Os modelos Pro trazem mais uma novidade: a HiLight. Consiste num conjunto de luzes LED, dispostas à volta do flash da câmara traseira do telefone, para que haja notificações luminosas. Sempre que o telefone estiver virado para baixo, a HiLight brilhará para alertar o utilizador de que há mensagens ou uma chamada.
Foram dados alguns exemplos de uso, como a possibilidade de usar cores diferentes para os contactos favoritos, para que saiba pela cor da luz de quem está a receber chamadas ou mensagens no WhatsApp. A luz também dará ao utilizador uma indicação visual para que saiba quando é que o assistente pessoal Gemini está ativo.
As funções de inteligência artificial (IA) também estão nos telefones — ou não estivesse a Google a operar nesta área. Todos os equipamentos têm a Gemini Intelligence e já estão pré-instaladas as apps Gemini. Há novidades em algumas das ferramentas de IA, como a tradução instantânea, que permite agora traduzir vídeos, podcasts e também mensagens de voz.
Os três telefones vão ser lançados com o Android 17, o sistema operativo mais recente, e a promessa de sete anos de atualizações.
Este ano, a Google eliminou da lista de opções os equipamentos com 128 GB — o que justifica em parte a subida de preços em relação ao ano passado. O Pixel 11 de entrada de gama arranca nos 1.019 euros. Já o Pixel 11 Pro tem preços entre 1.219 euros (256 GB) e os 1.619 euros (versão de 1 TB). No Pro XL, os preços variam de 1.429 euros (256 GB) a 1.819 euros (1 TB).
https://observador.pt/2025/08/20/google-lanca-smartphones-pixel-10-presenca-da-ia-gemini-vai-crescer-nos-relogios-e-nos-auriculares/
Também foi apresentado um novo smartwatch, o Pixel Watch 5. O relógio mantém o formato redondo do mostrador, disponível em dois tamanhos (41 ou 45 milímetros). Em Portugal, os preços arrancam nos 419 euros para a versão com ecrã de 41 milímetros e conetividade Wifi ou 449 euros no modelo de 45 milímetros e Wifi.

Pixel Tag é um pequeno dispositivo para os distraídos — e uma resposta à popular AirTag da Apple
A lista de anúncios da Google fica concluída com a revelação da Pixel Tag, um pequeno dispositivo inteligente que dá resposta à Apple.
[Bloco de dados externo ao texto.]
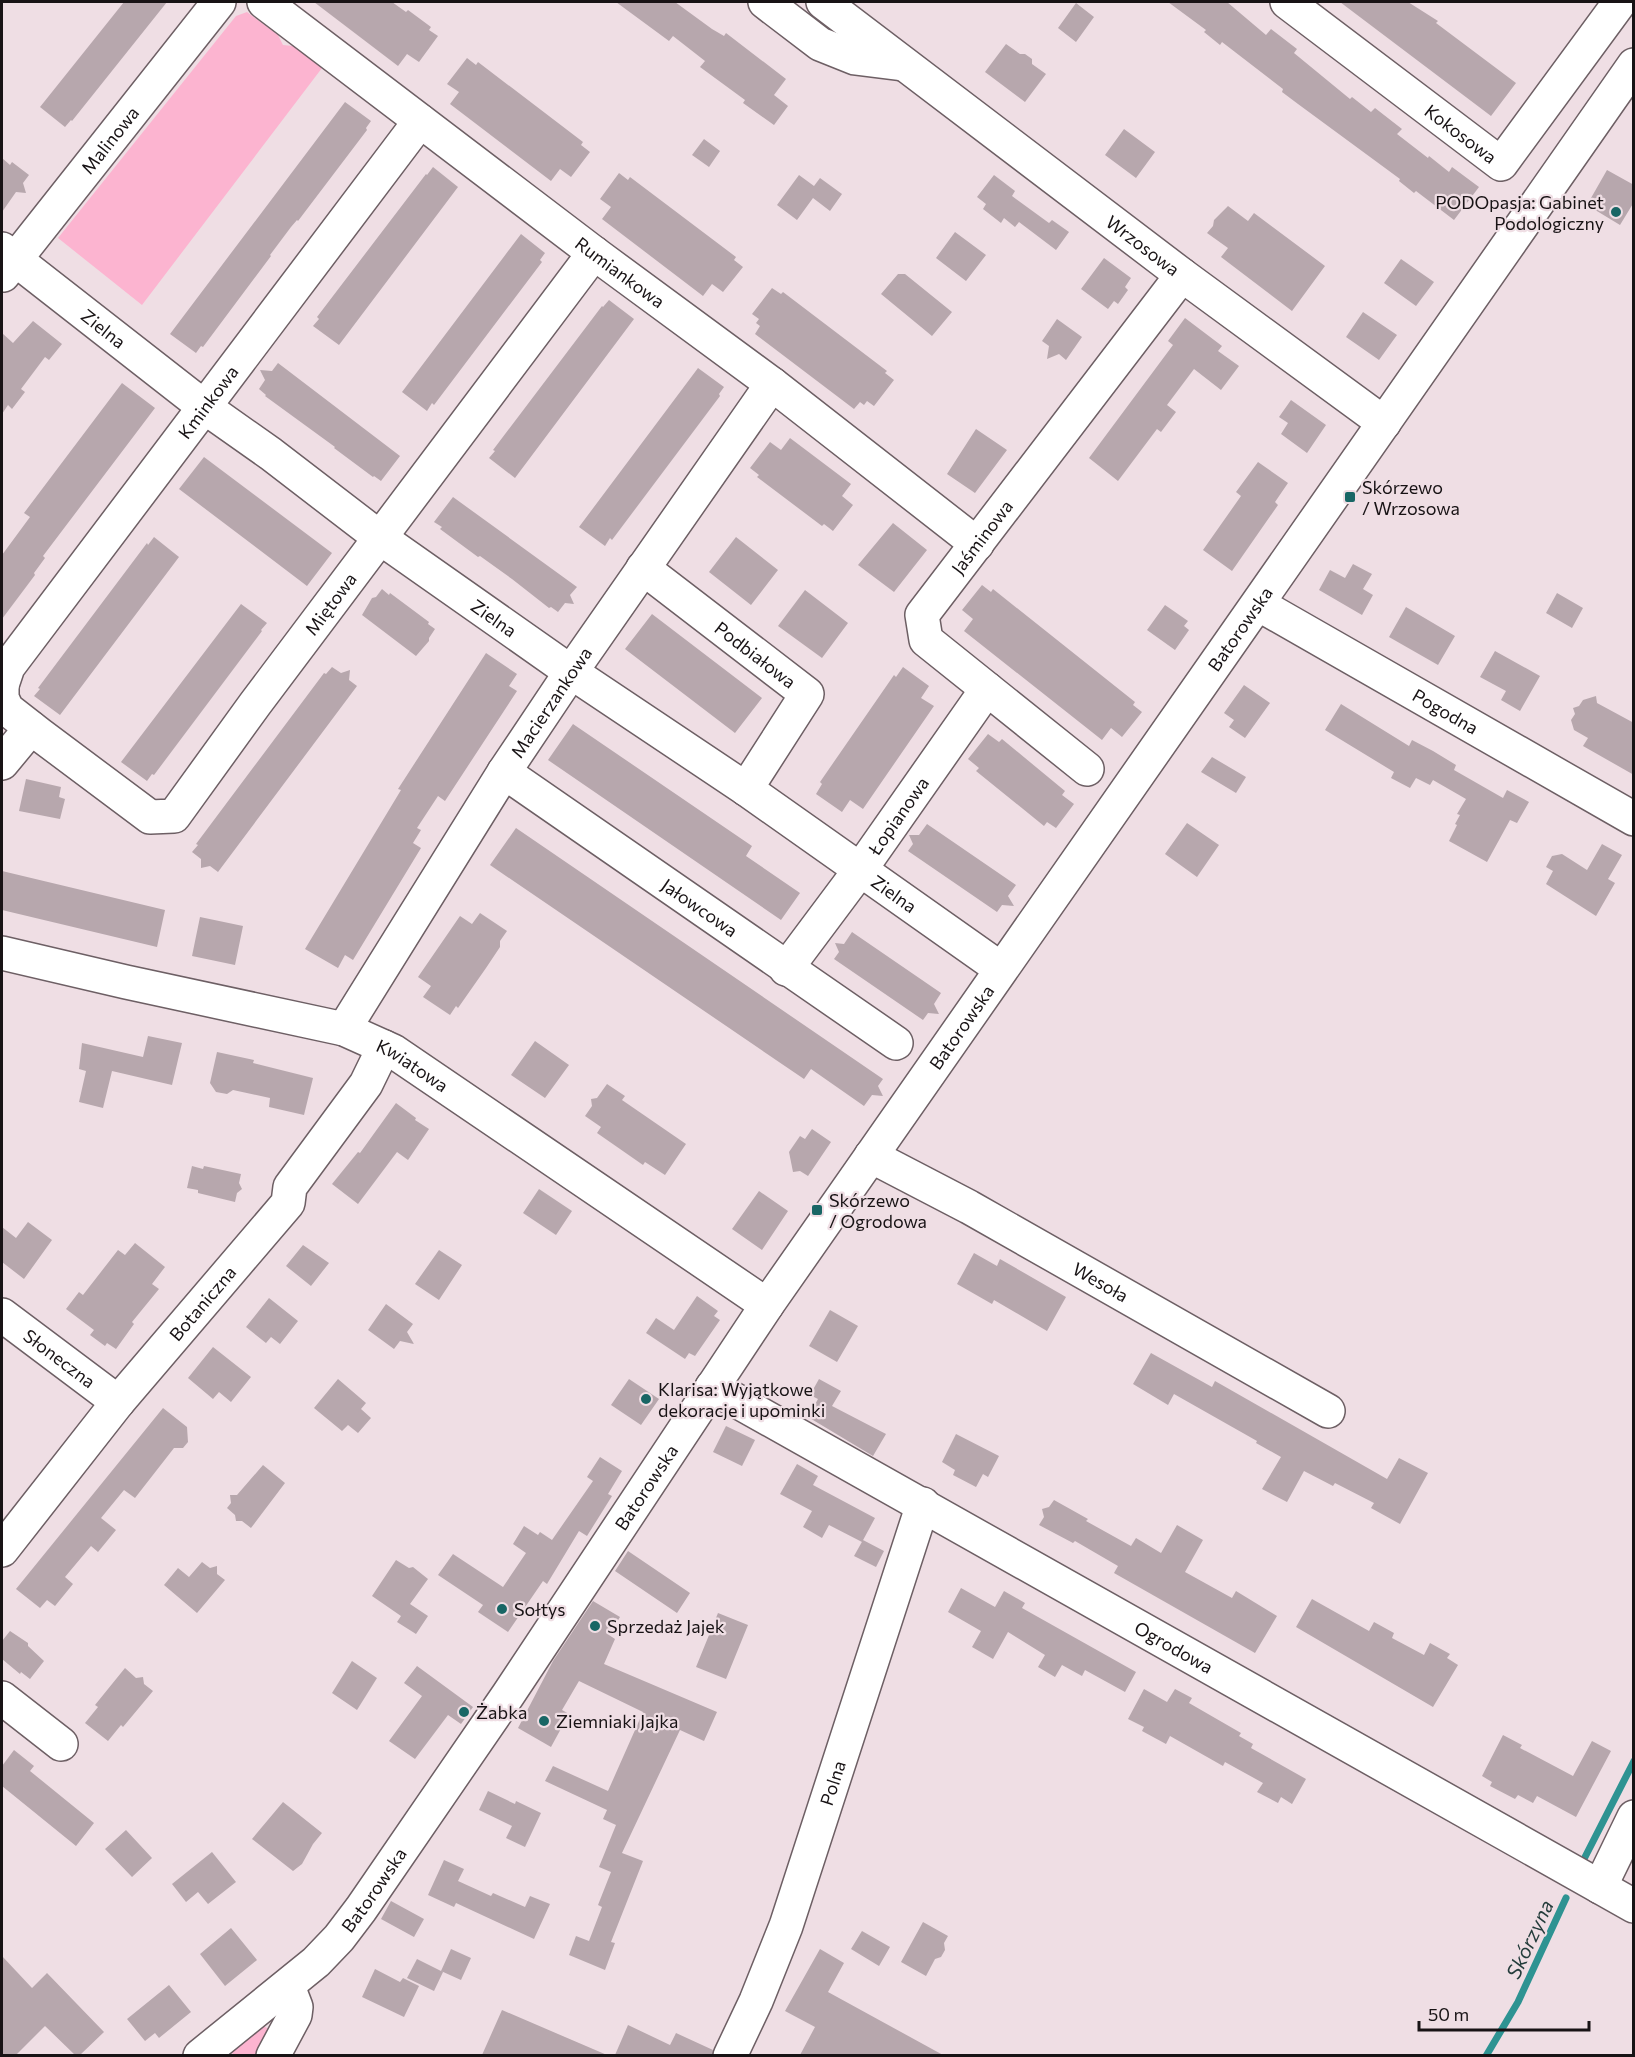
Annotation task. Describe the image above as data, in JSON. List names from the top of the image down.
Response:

A marca da maçã lançou os pequenos discos redondos em abril de 2021.
A ideia é que o utilizador possa colocar este acessório nos dispositivos que não quer perder, como chaves ou mala durante uma viagem. A localização poderá ser detetada através do telemóvel. Além da Apple, várias marcas têm as suas versões: a Samsung, por exemplo, tem as Smart Tag desde 2021.

Ao contrário das concorrentes, a Pixel Tag tem um formato oval. Segundo as especificações técnicas reveladas pela Google, a Pixel Tag terá bateria para “durar mais de um ano”. Pretende ser um equipamento leve (11,8 gramas já com a bateria) e com 4,6 centímetros de comprimento.
Este acessório é compatível com smartphones Android que tenham pelo menos o sistema operativo Android 9 (lançado em agosto de 2018).
A Google revela que estes equipamentos vão chegar a Portugal, mas sem avançar uma data concreta de disponibilidade ou preço.